Herzlichen Glückwunsch Amerika! Herzlichen Glückwunsch Menschheit!

Der Glaube an den "American way of life", ja überhaupt das Gute im Amerikaner an sich, hat in den letzten 8 Jahren auf der ganzen Welt dermaßen gelitten, dass der Zeitpunkt nun nicht besser sein könnte: Amerika hat einen schwarzen Präsidenten gewählt. Aber nicht nur einfach einen Schwarzen, sondern auch jemanden, der Wandel in allen Belangen verspricht.

Gleichwohl das für uns Europäer auch Risiken birgt (Forderung nach höherem Engagement in Afghanistan beispielsweise, oder teilweiser Wirtschafts-Protektionismus um die heimische Wirtschaft aus der Krise zu führen), ist das ein historischer Moment. Wünschen wir ihm und uns allen das Beste und hoffen, dass er so viel wie möglich von seinen Vorhaben umsetzen können wird.

:-) :-) :-)

Kommentare

#1 Hannes Preishuebr schrieb am Mittwoch, 5. November 2008 12:42:00:
ich war ja gerade für eine Woche in den USA und musste feststellen das der Wahlkmapf viel weniger Thema war als bei uns. Irgendwie wird bei uns ein Heilsbringer hochgejubelt. Auch stört mich das Obama als Schwarzer bezeichnet wird. Er hat ne weisse Mutter und ist damit genauso weiss wie schwarz. Aber gehört halt zur Story. Für mich alles ein wenig Dünn mit Yes wie can und change tut man sich allerdings leicht seine Versprechen zu halten.

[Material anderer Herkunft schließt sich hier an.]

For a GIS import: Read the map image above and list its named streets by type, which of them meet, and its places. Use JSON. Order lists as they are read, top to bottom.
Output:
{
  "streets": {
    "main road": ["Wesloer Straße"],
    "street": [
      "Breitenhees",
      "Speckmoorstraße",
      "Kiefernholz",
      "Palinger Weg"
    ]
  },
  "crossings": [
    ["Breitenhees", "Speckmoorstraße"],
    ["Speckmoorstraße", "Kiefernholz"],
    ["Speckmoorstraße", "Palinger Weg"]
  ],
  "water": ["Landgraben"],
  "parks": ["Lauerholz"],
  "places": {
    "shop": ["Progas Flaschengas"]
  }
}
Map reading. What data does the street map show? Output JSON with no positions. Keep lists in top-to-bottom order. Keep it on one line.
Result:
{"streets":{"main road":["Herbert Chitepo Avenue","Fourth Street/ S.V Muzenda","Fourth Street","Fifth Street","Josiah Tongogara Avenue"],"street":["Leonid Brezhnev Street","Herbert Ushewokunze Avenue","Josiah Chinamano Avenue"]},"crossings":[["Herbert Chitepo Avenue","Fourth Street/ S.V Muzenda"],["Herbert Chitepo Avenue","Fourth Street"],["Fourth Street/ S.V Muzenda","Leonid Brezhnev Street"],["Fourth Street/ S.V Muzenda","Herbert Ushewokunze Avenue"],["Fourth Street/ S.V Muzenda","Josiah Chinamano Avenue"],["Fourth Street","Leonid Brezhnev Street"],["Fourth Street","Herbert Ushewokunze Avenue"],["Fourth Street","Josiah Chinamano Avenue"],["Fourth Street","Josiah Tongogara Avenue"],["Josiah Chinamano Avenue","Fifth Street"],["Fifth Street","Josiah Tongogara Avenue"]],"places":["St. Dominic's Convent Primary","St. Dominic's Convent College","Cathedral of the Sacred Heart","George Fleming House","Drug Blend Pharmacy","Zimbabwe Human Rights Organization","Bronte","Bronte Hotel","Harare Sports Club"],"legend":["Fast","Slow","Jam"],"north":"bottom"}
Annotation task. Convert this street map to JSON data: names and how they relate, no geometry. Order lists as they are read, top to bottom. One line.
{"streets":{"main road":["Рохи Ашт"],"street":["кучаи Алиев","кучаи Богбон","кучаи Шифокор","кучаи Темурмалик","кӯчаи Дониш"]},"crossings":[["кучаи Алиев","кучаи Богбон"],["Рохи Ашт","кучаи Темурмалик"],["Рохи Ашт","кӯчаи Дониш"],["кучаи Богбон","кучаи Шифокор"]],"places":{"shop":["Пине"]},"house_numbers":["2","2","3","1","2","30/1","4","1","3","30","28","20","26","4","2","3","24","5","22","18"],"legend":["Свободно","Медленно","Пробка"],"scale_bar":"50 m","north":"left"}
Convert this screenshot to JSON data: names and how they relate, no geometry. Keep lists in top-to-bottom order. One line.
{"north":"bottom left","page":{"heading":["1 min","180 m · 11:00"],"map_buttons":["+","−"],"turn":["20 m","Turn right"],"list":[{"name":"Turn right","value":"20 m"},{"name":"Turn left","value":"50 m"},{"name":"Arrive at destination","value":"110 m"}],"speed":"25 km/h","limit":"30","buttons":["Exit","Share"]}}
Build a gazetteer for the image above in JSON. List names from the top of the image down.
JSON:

Erwähnenswert halte ich auch noch das die Wahl wesentlich knapper ausging als die Zahlen auf den ersten Blick vermuten lassen.
#2 Thomas schrieb am Mittwoch, 5. November 2008 12:46:00:
Ich empfehle http://www.nytimes.com/2008/11/05/us/politics/05global.html?hp :-)
#3 Thomas schrieb am Freitag, 7. November 2008 01:09:00:
"ich war ja gerade für eine Woche in den USA und musste feststellen das der Wahlkmapf viel weniger Thema war als bei uns. Irgendwie wird bei uns ein Heilsbringer hochgejubelt."

Hannes, irgendwie hast du da was verpasst.

http://www.boston.com/bigpicture/2008/11/the_next_president_of_the_unit.html

Bild 21.
#4 Hannes Preishuebr schrieb am Freitag, 7. November 2008 14:34:00:
nja ich muss mich einschränken, ich war in Kalifornien. Da war von der Wahl kaum was zu sehen oder zu spüren. Das kann auch darin liegen das Kalifornien in den letzten Wahlen eindeutig den Demokraten zuzuordnen war und deswegen Werbung vertane Liebesmüh sein könnte.
Was man nie vergessen darf, Amerikaner sind meister der Show und inszenierung.
#5 Thomas schrieb am Freitag, 7. November 2008 21:38:00:
Right, aber auch ohne Riesenshow und Inszenierung wirst du als Wähler angeschissen. Bestes deutsches Beispiel doch die hiesige Umsatzsteuer, aus dem Wahlversprechen SPD (+-0%) und CDU/CSU (+2%) wurde da nach der Wahl kurzerhand über Nacht 3%.

Von daher kann man doch einfach die Show genießen, sich einen Tag freuen, dass in einem Land, in dem die Menschen noch vor einem halben Jahrhundert nach Hautfarbe getrennt im Bus fuhren, nun ein Schwarzer mit Migrationshintergrund dem Traum des Tellerwäschers, der zum Millionär aufsteigt, wieder aufleben lässt, und uns dann wieder der Realität zuwenden.